## About this task
Every record must be copied exactly, except that pictures are dropped.

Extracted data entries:
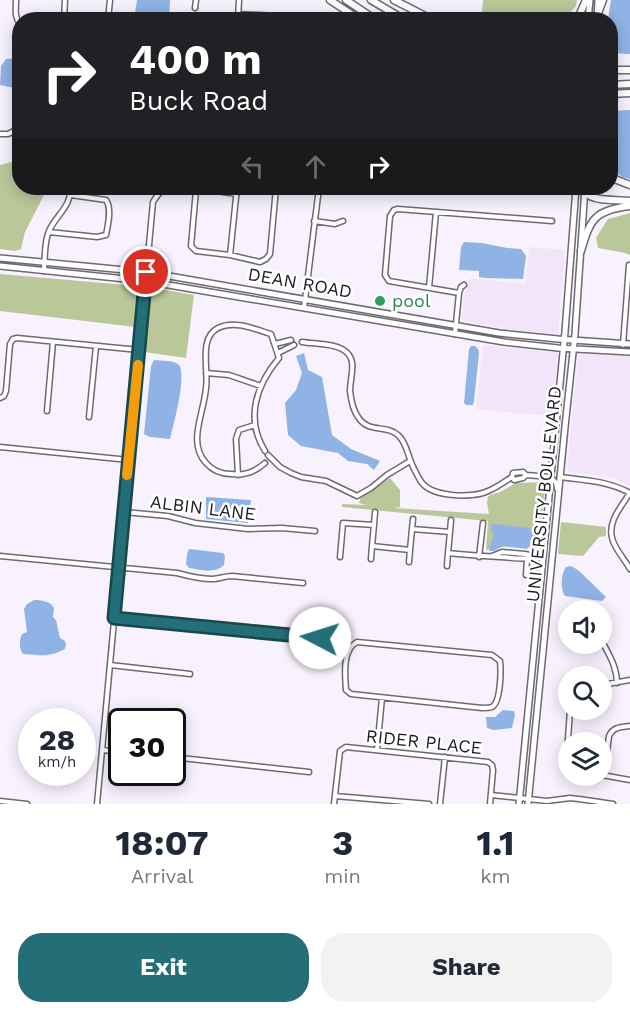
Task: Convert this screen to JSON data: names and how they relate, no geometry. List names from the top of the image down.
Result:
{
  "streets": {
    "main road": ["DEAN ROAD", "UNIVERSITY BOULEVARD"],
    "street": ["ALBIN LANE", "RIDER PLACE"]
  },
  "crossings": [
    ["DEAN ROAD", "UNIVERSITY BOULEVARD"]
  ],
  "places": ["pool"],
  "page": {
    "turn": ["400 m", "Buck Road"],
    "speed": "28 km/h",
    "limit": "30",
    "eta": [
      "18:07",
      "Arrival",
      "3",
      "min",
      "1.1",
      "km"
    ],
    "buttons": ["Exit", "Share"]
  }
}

## Response
Task: Convert this screen to JSON data: names and how they relate, no geometry. List names from the top of the image down.
Result:
{
  "streets": {
    "main road": ["DEAN ROAD", "UNIVERSITY BOULEVARD"],
    "street": ["ALBIN LANE", "RIDER PLACE"]
  },
  "crossings": [
    ["DEAN ROAD", "UNIVERSITY BOULEVARD"]
  ],
  "places": ["pool"],
  "page": {
    "turn": ["400 m", "Buck Road"],
    "speed": "28 km/h",
    "limit": "30",
    "eta": [
      "18:07",
      "Arrival",
      "3",
      "min",
      "1.1",
      "km"
    ],
    "buttons": ["Exit", "Share"]
  }
}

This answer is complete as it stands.